We start as ever with the Japanese platform holders (Japanese and US companies are charted separately in these articles since it's hard to compare like-with-like across the ocean, stock prices being inevitably hugely influenced by local economic issues). Perhaps unsurprisingly, it looks like last year's pattern is being repeated. Sony continues to soar - it's added another 30 percent boost to its rise in price last year, comfortably beating the Nikkei thanks largely to a healthy boost at the start of February when the company announced that it's on-track to beat its own targets for revenue and income this year. Over the past 12 months, Sony's stock has risen some 80 percent - the last time its shares traded at this level for any sustained period was before the 2008 financial crisis.
Nintendo, meanwhile, suffered a slump at the end of January when it missed its nine-month targets and revised its full-year targets downwards; but things picked up through late February, with the US and EU launches of the New 3DS hardware and the remade Legend of Zelda: Majora's Mask helping to focus attention onto the company's successful handheld devices and away from the under-performing Wii U. This most recent little "pop" in the share price leaves Nintendo up over 5 percent in value over the past 12 months, although it's still a poor investment; over the same period, the Nikkei index overall has jumped 23 percent.
"EA is also back to being the industry's top third-party publisher in terms of its value, with its market capitalisation overtaking Activision Blizzard's to reclaim the top spot"

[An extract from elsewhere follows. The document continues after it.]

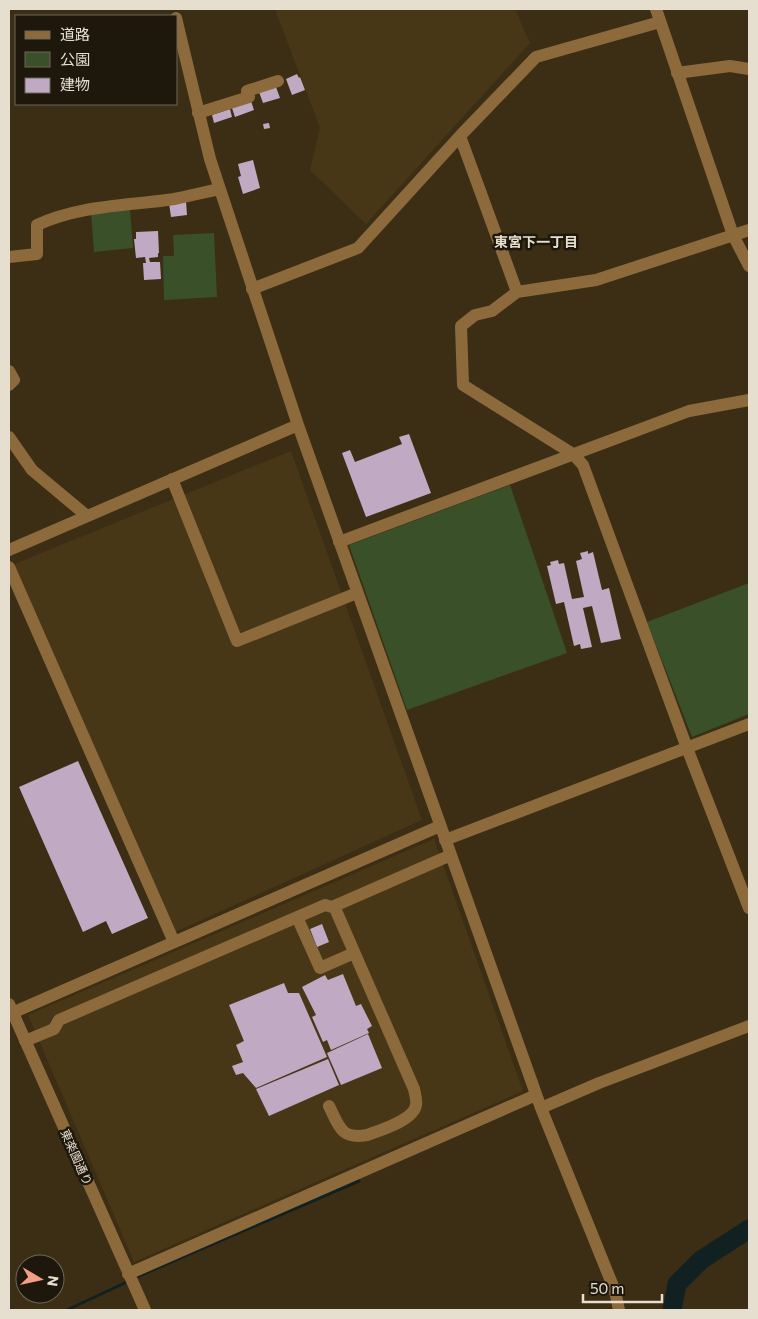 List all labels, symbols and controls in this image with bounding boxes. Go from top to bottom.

Across the Pacific Ocean in Seattle, the other major platform holder is having a bad 2015 so far, with Microsoft by far the worst performer of the three major console companies. That's not really attributable to Xbox, although the console's weak post-holiday performance hasn't exactly done the share price any favours either; rather, it's all down to a big slump in mid-January, when new financial data from the company showed a big drop in revenue from the Windows operating system which gave the markets serious jitters. Since late January, Microsoft has tracked the NASDAQ index fairly closely, so there haven't been any more upsets, but if Windows revenue is under threat then the need for CEO Satya Nadella to clarify and demonstrate his vision for the future becomes all the more pressing. What that means for the Xbox division, often cited as an odd-man-out in the firm's largely business-focused plans and now seemingly going through yet another leadership reshuffle, is anyone's guess. By contrast, Apple managed to pull another 15 percent in share price growth out of 2015 so far, in spite of now being the world's most valuable company; the contrast with Apple (and with Google, also booming but not included here as it's arguably less relevant as a games platform holder) won't be doing anything to make life easier for Microsoft's top management.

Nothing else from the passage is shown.